Professor Gissurarson cpntended that Professors Olafsson and Arnason had misunderstood the Icelandic Emergency Act of 6 October 2008. It had not involved any discrimination between domestic and foreign depositors in the Icelandic banks: Instead, it had given all depositors priority claims, over other creditors, to the estates of the failed banks. It was of no relevance to the case that at the same time Icelandic politicians had issued declarations that domestic accounts were safe. Such public declarations had been issued in many other European countries as well during the height of the crisis and had created no legal obligations.

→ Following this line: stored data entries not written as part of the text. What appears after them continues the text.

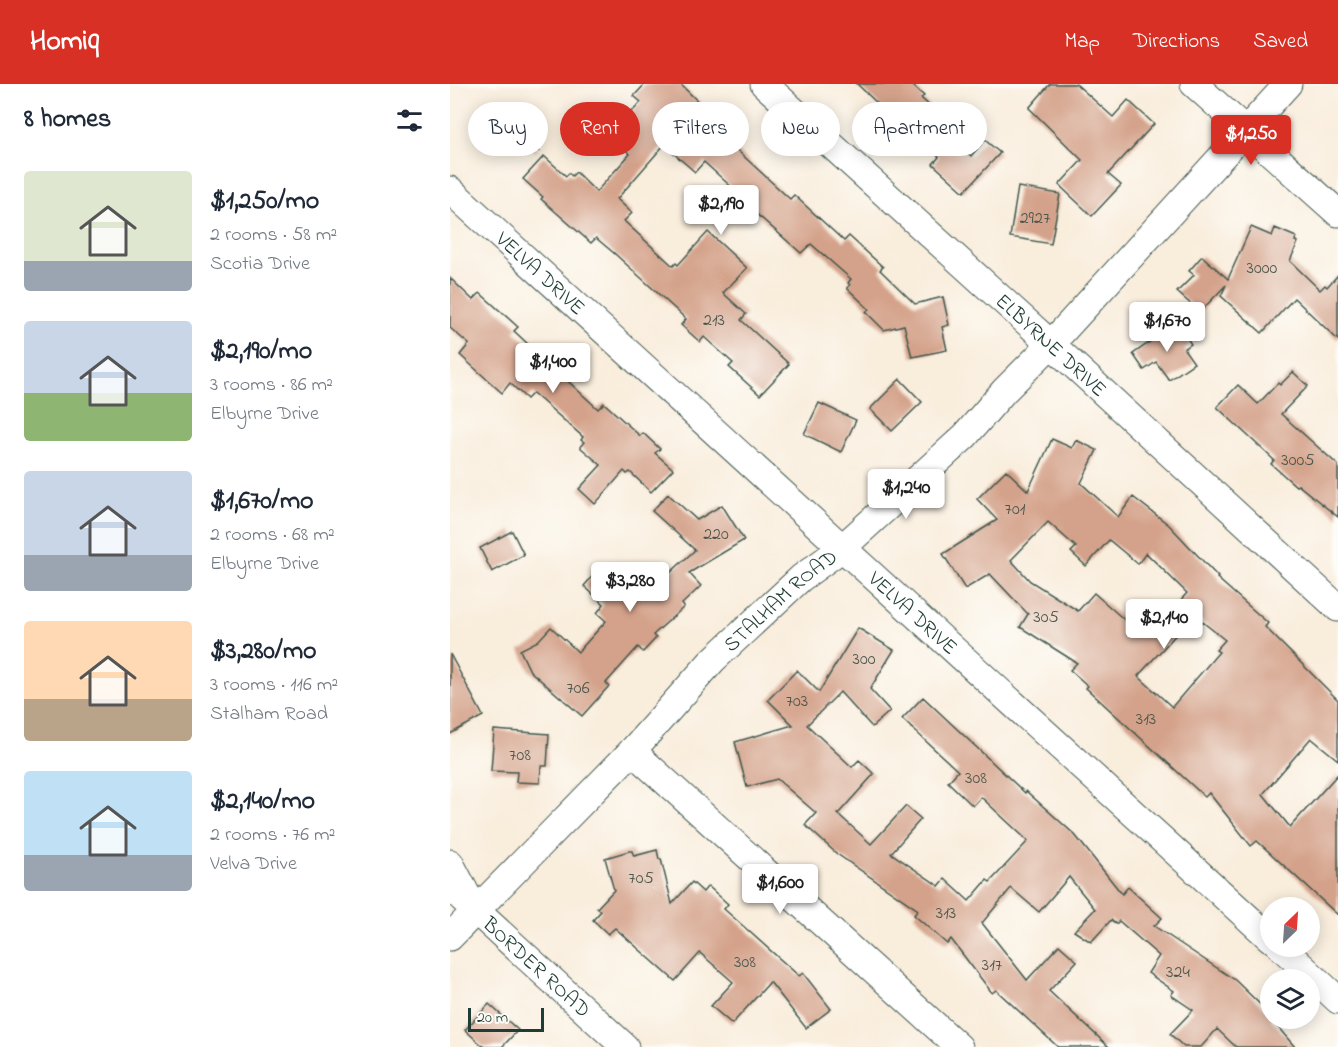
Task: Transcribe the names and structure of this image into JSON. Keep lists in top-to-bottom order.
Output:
{
  "streets": {
    "street": [
      "VELVA DRIVE",
      "ELBYRNE DRIVE",
      "STALHAM ROAD",
      "BORDER ROAD"
    ]
  },
  "crossings": [
    ["VELVA DRIVE", "STALHAM ROAD"],
    ["ELBYRNE DRIVE", "STALHAM ROAD"],
    ["STALHAM ROAD", "BORDER ROAD"]
  ],
  "house_numbers": [
    "2927",
    "3000",
    "213",
    "3005",
    "701",
    "220",
    "305",
    "300",
    "706",
    "703",
    "313",
    "708",
    "308",
    "705",
    "313",
    "308",
    "317",
    "324"
  ],
  "scale_bar": "20 m",
  "north": "top right",
  "page": {
    "header": "Homiq",
    "nav": ["Map", "Directions", "Saved"],
    "heading": "8 homes",
    "chip": [
      "Buy",
      "Rent",
      "Filters",
      "New",
      "Apartment"
    ],
    "price": [
      "$1,250",
      "$2,190",
      "$1,670",
      "$1,400",
      "$1,240",
      "$3,280",
      "$2,140",
      "$1,600"
    ],
    "list": [
      {
        "name": "$1,250/mo",
        "note": "2 rooms · 58 m² · Scotia Drive"
      },
      {
        "name": "$2,190/mo",
        "note": "3 rooms · 86 m² · Elbyrne Drive"
      },
      {
        "name": "$1,670/mo",
        "note": "2 rooms · 68 m² · Elbyrne Drive"
      },
      {
        "name": "$3,280/mo",
        "note": "3 rooms · 116 m² · Stalham Road"
      },
      {
        "name": "$2,140/mo",
        "note": "2 rooms · 76 m² · Velva Drive"
      }
    ],
    "scale": "20 m"
  }
}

Professor Gissurarson then presented a philosophical analysis of the concepts of collective responsibility and collective guilt. He submitted that it was sometimes conceivable that one had to share responsibility for something that one had not brought about. For example, a skipper was obliged to help castaways by whom he passed, if possible. It was also conceivable, the Professor added, that one had some moral obligations as a result of one’s identity rather than one’s actions: it might matter who one was no less than what one had done. Examples could be obligations that a son had to his parents or an Icelander to her nation. But collective responsibility had some limitations. First, it should not be used to replace individual responsibility when it was clear that it existed, for example in ordinary business transactions. Second, the responsibility or burden should not be beyond the powers of the collective in question (as Lord Keynes had pointed out in the debate about German reparations after the 1st World War). Thirdly, the notion of collective responsibility should not be invoked to justify collective injustice, for example in demands for sex or race quotas to “correct” past injustices.

Mr. David Miliband and Prof. Olafur Hardarson at the University of Iceland in 2012.

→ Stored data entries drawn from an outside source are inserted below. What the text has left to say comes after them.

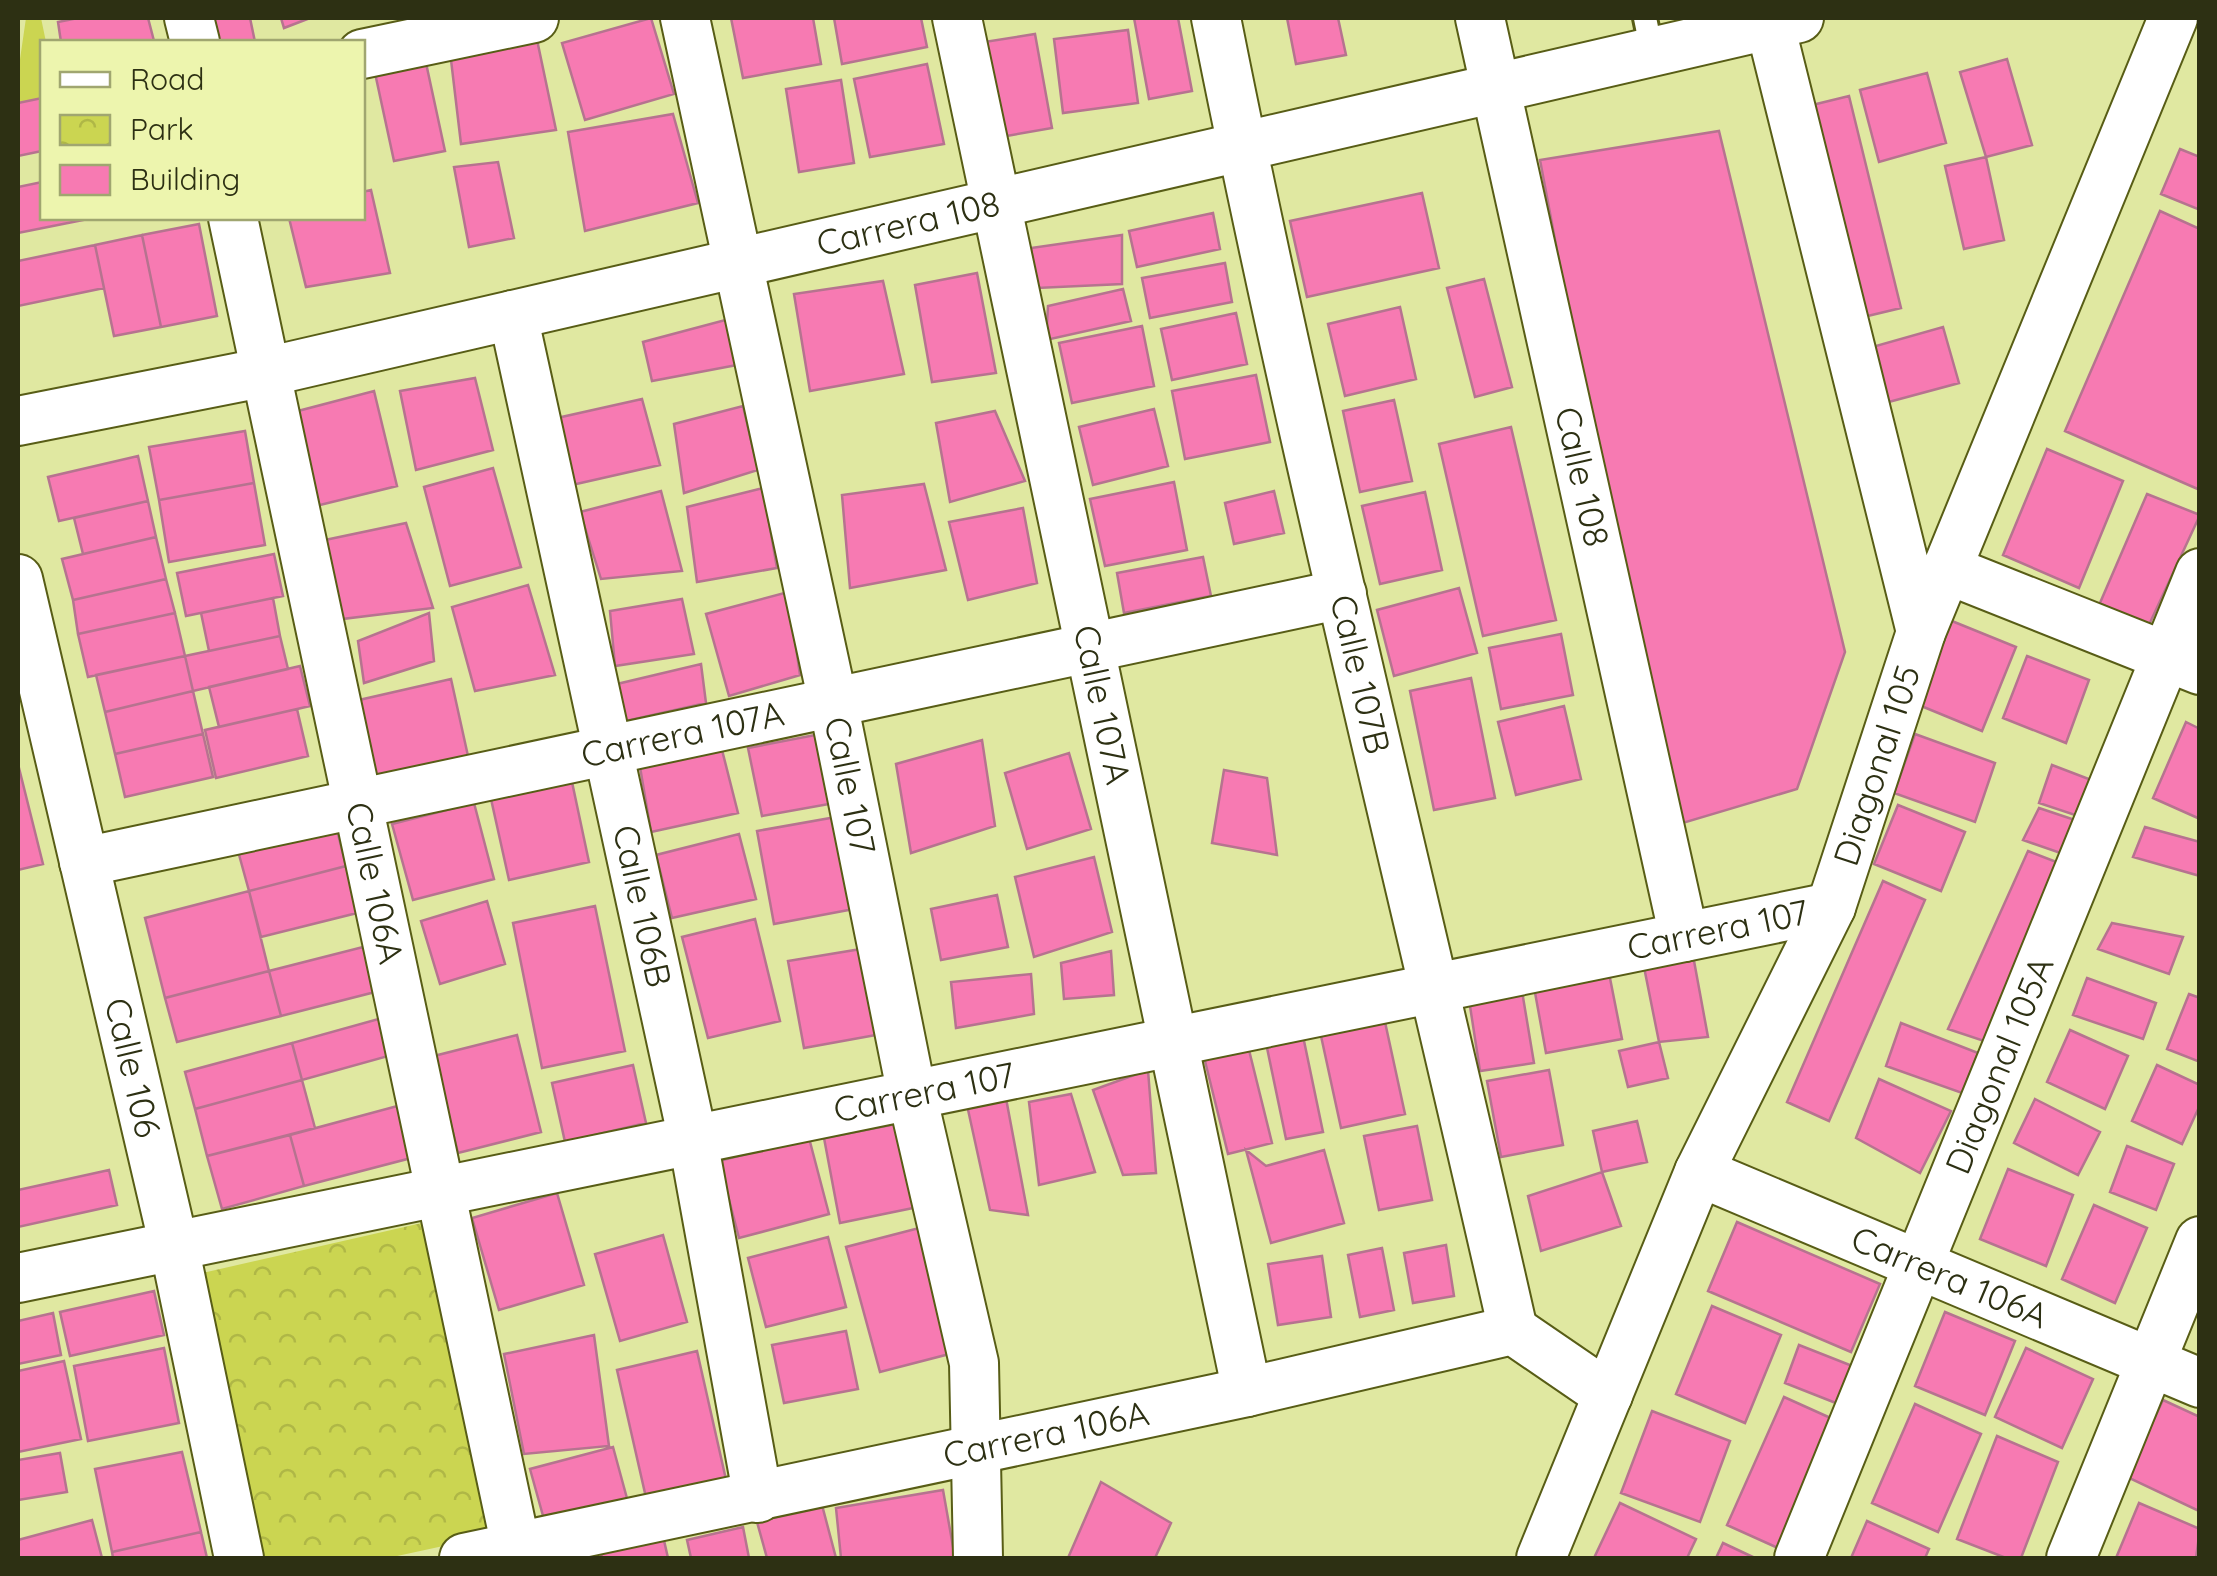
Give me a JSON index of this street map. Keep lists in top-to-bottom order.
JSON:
{
  "streets": {
    "street": [
      "Carrera 108",
      "Calle 108",
      "Calle 107B",
      "Calle 107A",
      "Carrera 107A",
      "Diagonal 105",
      "Calle 107",
      "Calle 106A",
      "Calle 106B",
      "Carrera 107",
      "Diagonal 105A",
      "Calle 106",
      "Carrera 106A"
    ]
  },
  "crossings": [
    ["Carrera 108", "Calle 108"],
    ["Carrera 108", "Calle 107B"],
    ["Carrera 108", "Calle 107A"],
    ["Carrera 108", "Calle 107"],
    ["Carrera 108", "Calle 106A"],
    ["Carrera 108", "Calle 106B"],
    ["Calle 108", "Carrera 107"],
    ["Calle 107B", "Carrera 107A"],
    ["Calle 107B", "Carrera 107"],
    ["Calle 107B", "Carrera 106A"],
    ["Calle 107A", "Carrera 107A"],
    ["Calle 107A", "Carrera 107"],
    ["Calle 107A", "Carrera 106A"],
    ["Carrera 107A", "Calle 107"],
    ["Carrera 107A", "Calle 106A"],
    ["Carrera 107A", "Calle 106B"],
    ["Carrera 107A", "Calle 106"],
    ["Diagonal 105", "Carrera 107"],
    ["Diagonal 105", "Carrera 106A"],
    ["Calle 107", "Carrera 107"],
    ["Calle 107", "Carrera 106A"],
    ["Calle 106A", "Carrera 107"],
    ["Calle 106A", "Carrera 106A"],
    ["Calle 106B", "Carrera 107"],
    ["Calle 106B", "Carrera 106A"],
    ["Carrera 107", "Calle 106"],
    ["Diagonal 105A", "Carrera 106A"]
  ],
  "legend": ["Road", "Park", "Building"]
}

The Icesave case had not been one of collective responsibility by the Icelanders, according to Professor Gissurarson. The Icelandic government had fulfilled all its legal and political obligations and not committed any unjust acts against those British and Dutch depositors who had preferred the high interest rates offered by Landsbanki to other options of using their money. If there was any collective responsibility or guilt in the matter, it was that of the British Labour government which had, quite unnecessarily, imposed an anti-terrorism law on the Icelanders and closed two British banks, Heritable and KSF (both Icelandic-owned), at the same time as it had rescued all other British banks. Later it had emerged that both Heritable and KSF were much sounder than many of the banks which had been rescued. Possibly there was also some collective responsibility or guilt involved in the actions of hedge funds which had planned and performed runs on the Icelandic banks. Finally, Professor Gissurarson expressed his great surprise that the Foreign Minister of the government which had imposed an anti-terrorism law on the Icelanders, David Miliband, had, when giving a lecture at the University of Iceland in 2012, got away with prohibiting any discussion, let alone criticism, of the behaviour of the Labour government in the autumn of 2008.